Directions: Pull out every line below that holds the word "translate".

*** Begin section ***

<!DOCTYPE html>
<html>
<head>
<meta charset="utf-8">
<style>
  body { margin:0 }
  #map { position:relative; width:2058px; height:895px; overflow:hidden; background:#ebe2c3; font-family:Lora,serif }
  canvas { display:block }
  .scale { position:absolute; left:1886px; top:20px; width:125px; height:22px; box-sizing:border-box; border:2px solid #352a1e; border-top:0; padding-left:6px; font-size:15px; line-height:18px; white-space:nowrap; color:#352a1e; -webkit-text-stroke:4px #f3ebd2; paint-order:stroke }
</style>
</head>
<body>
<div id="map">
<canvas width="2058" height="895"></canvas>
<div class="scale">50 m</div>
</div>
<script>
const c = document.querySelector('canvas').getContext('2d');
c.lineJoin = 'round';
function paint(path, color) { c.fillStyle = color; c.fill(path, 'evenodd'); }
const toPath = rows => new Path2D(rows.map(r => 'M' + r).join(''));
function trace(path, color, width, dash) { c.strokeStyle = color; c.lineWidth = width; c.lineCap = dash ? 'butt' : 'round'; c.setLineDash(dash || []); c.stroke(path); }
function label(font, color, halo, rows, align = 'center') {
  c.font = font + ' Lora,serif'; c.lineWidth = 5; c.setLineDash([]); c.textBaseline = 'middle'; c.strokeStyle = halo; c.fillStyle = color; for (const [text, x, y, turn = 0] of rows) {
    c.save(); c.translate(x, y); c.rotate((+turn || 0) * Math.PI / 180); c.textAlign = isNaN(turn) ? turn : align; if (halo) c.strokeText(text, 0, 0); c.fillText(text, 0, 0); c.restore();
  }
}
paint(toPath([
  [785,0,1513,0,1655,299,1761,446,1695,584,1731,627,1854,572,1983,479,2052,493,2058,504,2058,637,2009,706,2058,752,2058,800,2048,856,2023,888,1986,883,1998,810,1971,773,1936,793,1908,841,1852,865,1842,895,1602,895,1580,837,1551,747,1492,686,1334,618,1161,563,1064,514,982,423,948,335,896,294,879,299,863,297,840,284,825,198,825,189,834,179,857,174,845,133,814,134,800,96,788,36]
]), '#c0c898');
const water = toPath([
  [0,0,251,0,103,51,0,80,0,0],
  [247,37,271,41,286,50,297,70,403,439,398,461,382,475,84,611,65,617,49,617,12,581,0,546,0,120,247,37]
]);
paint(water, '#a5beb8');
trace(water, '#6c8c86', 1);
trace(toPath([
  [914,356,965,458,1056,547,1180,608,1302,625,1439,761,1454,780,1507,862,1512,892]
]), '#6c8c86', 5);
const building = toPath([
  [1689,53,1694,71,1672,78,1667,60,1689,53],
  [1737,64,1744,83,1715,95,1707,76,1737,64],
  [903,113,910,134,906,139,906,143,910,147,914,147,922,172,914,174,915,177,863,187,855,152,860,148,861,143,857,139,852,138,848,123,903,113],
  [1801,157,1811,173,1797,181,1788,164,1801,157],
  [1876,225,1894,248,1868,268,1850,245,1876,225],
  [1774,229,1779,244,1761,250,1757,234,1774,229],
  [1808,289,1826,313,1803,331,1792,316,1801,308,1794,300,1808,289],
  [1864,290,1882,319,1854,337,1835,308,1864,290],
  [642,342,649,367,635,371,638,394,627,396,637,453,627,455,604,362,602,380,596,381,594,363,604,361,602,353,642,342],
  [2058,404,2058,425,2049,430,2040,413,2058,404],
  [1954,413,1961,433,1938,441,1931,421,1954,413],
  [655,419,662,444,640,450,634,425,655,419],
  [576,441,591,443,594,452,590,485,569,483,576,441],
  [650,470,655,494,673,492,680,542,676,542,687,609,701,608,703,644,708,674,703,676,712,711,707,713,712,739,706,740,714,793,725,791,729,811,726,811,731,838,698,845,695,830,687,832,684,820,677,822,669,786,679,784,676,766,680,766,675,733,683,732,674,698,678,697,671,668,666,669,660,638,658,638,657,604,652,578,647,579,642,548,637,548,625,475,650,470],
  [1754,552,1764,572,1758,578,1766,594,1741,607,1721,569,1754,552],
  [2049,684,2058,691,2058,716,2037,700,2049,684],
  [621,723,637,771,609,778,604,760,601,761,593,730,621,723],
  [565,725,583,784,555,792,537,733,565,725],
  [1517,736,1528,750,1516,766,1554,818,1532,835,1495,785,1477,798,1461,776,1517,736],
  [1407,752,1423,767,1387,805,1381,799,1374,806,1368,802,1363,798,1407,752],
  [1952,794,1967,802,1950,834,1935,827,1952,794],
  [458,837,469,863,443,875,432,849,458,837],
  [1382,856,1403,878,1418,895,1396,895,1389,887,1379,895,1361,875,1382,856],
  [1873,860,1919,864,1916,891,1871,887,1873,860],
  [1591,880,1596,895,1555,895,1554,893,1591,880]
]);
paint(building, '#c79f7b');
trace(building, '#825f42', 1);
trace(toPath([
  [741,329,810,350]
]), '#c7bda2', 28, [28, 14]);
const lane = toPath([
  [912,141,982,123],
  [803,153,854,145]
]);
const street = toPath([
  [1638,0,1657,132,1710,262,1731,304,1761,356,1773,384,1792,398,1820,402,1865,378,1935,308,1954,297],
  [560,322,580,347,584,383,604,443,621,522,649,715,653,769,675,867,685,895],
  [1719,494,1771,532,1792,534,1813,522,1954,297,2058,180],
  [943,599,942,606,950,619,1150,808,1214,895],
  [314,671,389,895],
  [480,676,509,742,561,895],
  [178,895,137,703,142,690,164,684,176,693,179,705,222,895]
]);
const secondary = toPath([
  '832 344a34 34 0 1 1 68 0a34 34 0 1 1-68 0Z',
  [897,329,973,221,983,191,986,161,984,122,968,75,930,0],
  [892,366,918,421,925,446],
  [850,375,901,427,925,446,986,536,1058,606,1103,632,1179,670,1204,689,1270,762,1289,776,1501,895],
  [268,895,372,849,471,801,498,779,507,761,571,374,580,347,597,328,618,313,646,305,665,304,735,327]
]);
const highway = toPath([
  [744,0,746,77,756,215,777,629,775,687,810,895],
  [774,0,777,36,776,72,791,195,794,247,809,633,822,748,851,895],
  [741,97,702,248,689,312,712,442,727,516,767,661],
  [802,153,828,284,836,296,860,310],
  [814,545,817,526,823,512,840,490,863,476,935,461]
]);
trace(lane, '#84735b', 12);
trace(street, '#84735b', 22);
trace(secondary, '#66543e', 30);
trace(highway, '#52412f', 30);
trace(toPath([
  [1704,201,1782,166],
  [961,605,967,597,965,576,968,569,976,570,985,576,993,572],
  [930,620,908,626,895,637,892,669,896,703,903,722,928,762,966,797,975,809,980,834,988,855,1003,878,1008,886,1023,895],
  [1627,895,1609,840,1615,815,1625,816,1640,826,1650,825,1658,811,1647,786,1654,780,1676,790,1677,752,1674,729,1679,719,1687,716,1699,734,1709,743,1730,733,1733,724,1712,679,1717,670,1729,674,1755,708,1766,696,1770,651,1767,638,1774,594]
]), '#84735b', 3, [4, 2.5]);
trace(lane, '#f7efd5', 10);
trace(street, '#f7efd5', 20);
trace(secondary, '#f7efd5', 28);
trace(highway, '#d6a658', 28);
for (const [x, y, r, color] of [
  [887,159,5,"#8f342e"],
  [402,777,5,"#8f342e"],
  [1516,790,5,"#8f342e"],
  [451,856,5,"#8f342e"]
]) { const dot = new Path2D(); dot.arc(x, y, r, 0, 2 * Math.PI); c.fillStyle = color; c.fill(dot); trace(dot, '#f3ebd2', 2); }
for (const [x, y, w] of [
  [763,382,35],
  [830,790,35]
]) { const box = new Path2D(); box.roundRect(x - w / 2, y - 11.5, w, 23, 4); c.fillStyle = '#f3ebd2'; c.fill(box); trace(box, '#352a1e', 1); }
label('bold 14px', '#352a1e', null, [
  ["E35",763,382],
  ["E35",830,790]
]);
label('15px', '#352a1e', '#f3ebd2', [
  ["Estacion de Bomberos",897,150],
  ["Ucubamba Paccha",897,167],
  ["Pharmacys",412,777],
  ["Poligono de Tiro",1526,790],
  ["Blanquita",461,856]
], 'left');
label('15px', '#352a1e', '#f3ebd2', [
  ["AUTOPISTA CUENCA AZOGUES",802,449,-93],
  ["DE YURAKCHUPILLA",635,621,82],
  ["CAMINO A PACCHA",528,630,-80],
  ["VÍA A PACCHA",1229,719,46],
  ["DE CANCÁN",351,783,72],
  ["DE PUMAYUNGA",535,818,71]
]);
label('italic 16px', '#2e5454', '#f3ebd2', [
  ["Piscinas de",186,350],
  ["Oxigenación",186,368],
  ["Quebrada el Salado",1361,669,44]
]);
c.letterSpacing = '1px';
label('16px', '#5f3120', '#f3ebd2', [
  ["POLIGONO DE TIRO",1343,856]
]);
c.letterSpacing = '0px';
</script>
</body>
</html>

*** End section ***
*** Begin section ***

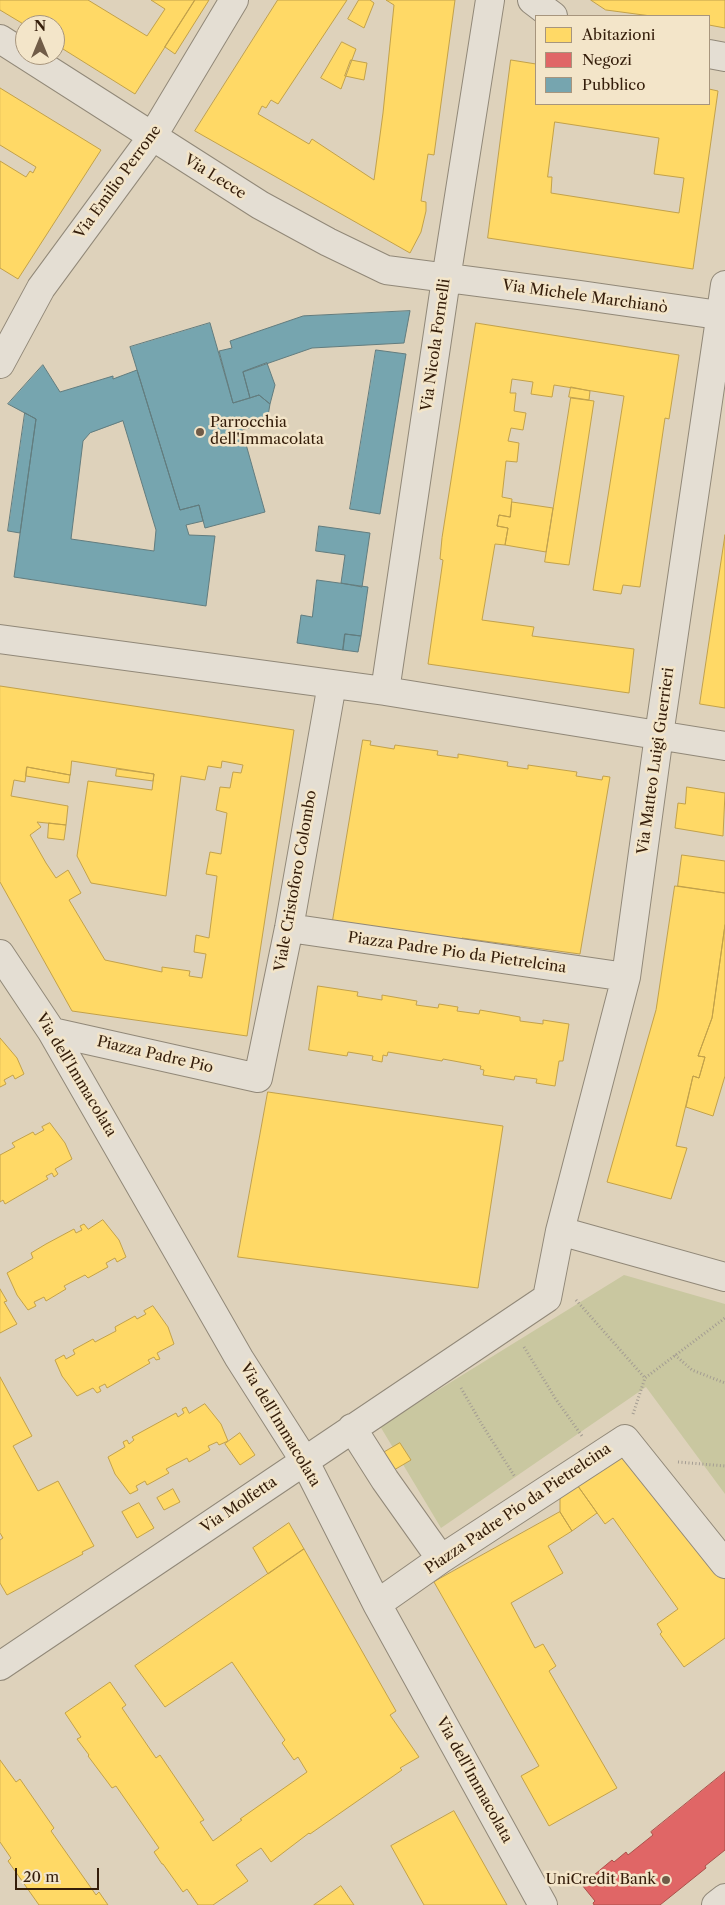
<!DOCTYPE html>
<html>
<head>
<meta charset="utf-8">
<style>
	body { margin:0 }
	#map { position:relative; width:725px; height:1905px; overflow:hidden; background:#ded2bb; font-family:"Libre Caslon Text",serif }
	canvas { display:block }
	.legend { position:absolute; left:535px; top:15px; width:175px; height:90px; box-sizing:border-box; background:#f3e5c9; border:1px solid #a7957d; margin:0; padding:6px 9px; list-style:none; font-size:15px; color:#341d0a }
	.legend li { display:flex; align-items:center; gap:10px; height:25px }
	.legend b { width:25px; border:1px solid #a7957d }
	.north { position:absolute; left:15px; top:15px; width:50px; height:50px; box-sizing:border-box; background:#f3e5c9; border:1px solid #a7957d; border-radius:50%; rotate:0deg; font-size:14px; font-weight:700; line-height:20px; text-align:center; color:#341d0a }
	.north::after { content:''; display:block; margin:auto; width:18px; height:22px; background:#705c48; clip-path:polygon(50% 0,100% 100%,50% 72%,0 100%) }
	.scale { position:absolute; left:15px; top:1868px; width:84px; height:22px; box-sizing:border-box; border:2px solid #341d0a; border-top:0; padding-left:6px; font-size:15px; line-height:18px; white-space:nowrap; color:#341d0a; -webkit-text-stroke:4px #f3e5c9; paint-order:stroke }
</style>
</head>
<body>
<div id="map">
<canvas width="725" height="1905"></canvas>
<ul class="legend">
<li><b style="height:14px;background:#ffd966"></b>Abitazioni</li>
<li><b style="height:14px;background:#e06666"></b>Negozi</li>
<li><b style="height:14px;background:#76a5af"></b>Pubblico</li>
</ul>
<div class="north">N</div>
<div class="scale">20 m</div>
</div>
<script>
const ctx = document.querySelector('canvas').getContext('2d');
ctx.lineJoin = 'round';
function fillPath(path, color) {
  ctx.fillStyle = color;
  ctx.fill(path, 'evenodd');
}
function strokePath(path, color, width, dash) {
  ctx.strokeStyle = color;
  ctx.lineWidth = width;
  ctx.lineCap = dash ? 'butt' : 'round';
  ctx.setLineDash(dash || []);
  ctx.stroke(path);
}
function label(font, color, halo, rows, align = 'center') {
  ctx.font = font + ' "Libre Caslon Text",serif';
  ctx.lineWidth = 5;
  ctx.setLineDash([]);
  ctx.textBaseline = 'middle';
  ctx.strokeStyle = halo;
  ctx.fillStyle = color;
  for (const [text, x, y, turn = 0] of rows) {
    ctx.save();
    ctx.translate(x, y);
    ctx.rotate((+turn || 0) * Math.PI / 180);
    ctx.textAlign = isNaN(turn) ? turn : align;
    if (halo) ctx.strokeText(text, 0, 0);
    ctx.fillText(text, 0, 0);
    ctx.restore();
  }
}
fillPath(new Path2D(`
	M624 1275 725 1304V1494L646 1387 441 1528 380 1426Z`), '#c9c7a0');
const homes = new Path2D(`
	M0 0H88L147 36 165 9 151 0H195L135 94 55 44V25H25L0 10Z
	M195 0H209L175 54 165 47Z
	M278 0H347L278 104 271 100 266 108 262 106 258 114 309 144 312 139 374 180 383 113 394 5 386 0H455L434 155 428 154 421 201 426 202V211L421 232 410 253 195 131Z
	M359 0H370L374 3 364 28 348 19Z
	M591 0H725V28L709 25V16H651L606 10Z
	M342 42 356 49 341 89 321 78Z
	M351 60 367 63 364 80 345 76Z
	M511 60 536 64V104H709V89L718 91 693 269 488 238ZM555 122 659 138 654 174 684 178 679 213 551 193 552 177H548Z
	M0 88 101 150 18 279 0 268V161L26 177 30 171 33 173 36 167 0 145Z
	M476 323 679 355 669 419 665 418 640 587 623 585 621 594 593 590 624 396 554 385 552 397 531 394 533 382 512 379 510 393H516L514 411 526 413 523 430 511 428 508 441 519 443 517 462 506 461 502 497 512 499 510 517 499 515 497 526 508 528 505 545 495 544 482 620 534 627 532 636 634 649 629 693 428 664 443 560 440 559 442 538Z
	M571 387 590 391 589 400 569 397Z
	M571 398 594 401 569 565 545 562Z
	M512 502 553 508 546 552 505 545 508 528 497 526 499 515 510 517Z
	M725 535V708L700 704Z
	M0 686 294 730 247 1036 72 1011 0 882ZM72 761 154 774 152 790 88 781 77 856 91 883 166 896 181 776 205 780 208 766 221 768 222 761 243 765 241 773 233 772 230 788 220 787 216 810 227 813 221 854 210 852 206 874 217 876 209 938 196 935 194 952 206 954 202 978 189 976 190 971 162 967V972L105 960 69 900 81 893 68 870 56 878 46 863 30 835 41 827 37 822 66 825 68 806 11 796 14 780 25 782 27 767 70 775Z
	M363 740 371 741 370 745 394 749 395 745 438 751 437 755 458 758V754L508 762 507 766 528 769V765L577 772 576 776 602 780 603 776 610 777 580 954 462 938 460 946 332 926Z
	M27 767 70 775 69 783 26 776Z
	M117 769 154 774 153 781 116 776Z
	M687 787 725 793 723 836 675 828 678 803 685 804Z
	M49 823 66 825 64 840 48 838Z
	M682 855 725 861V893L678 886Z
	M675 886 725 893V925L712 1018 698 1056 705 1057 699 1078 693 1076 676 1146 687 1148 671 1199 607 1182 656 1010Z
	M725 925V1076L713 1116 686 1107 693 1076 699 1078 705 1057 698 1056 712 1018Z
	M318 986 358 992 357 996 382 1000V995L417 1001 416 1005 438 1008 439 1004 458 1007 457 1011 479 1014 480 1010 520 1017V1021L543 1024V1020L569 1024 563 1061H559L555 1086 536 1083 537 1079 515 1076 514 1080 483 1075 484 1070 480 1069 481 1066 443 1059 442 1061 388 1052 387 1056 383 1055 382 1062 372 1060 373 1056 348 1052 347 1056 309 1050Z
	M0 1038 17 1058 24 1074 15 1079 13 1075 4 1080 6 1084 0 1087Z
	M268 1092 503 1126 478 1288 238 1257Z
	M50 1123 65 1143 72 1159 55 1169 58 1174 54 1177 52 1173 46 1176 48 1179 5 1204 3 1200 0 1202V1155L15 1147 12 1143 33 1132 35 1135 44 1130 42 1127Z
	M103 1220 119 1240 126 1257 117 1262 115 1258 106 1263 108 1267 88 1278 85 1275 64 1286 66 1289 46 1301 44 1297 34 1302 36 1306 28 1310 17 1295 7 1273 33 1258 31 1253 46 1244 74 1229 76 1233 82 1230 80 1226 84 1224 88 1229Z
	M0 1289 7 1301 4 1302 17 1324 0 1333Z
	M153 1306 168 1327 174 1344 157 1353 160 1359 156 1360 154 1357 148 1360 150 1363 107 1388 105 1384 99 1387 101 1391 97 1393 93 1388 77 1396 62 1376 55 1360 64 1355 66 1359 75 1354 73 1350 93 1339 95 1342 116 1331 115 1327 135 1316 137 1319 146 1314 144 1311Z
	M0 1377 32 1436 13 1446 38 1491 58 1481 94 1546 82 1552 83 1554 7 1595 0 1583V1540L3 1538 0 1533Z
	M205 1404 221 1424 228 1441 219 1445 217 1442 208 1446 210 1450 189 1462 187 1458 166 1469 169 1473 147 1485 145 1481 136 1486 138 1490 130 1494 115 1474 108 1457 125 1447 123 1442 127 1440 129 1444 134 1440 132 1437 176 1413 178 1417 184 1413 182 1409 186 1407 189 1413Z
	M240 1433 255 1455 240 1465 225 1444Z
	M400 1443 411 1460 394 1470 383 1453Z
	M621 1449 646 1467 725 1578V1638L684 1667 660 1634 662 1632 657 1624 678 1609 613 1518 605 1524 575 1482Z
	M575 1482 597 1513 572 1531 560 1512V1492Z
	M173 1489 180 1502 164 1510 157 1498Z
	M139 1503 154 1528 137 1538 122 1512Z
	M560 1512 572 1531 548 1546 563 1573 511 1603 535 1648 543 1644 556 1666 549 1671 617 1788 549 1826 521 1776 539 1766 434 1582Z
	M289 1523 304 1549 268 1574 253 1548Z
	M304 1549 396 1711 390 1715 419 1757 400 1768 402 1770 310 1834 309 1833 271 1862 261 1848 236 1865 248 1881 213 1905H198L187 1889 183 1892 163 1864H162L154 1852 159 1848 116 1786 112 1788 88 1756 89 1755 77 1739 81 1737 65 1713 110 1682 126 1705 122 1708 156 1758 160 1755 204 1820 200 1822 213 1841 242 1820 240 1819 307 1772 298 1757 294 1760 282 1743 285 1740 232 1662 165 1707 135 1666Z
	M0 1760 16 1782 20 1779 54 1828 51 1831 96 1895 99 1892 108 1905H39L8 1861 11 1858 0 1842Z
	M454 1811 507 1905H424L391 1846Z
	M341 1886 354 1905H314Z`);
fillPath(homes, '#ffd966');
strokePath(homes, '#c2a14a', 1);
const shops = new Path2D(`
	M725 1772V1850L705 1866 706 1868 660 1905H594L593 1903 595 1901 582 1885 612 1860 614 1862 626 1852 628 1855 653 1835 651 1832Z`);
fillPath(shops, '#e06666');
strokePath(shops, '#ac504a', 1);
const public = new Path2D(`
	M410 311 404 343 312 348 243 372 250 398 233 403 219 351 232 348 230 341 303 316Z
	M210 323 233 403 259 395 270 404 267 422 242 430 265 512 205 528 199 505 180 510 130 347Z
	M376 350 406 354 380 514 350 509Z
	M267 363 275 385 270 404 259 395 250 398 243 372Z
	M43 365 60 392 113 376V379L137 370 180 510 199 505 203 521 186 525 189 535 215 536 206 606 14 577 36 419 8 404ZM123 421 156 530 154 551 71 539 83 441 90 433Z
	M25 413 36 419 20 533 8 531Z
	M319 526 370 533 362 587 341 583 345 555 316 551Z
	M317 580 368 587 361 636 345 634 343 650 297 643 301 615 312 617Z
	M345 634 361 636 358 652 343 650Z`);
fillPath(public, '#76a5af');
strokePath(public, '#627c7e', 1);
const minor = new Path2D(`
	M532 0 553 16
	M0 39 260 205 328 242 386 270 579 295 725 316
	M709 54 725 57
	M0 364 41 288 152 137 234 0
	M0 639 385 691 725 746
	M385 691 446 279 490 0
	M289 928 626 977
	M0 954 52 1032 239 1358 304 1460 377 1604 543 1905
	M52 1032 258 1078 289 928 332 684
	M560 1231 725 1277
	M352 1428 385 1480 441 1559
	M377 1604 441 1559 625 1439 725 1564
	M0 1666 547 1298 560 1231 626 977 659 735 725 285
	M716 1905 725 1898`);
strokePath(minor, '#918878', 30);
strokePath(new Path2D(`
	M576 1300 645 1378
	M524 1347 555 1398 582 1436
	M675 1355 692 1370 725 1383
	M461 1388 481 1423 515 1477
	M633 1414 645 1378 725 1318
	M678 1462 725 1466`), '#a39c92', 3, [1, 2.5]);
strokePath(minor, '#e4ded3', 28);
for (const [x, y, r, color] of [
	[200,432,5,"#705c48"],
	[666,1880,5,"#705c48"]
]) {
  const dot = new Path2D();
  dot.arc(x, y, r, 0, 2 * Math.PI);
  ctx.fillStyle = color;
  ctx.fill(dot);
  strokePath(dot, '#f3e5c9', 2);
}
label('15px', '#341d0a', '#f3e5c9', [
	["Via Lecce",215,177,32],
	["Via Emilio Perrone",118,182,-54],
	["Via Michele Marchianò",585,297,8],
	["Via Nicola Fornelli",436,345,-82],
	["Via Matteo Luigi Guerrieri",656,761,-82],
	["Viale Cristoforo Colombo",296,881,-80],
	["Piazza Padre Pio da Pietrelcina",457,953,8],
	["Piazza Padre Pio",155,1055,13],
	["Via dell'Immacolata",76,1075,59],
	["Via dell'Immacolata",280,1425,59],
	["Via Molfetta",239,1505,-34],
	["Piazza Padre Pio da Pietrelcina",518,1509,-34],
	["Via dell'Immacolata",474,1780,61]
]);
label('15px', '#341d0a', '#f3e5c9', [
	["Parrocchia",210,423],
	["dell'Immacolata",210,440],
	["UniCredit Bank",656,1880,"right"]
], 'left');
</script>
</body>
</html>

*** End section ***

Task output:
    c.save(); c.translate(x, y); c.rotate((+turn || 0) * Math.PI / 180); c.textAlign = isNaN(turn) ? turn : align; if (halo) c.strokeText(text, 0, 0); c.fillText(text, 0, 0); c.restore();
    ctx.translate(x, y);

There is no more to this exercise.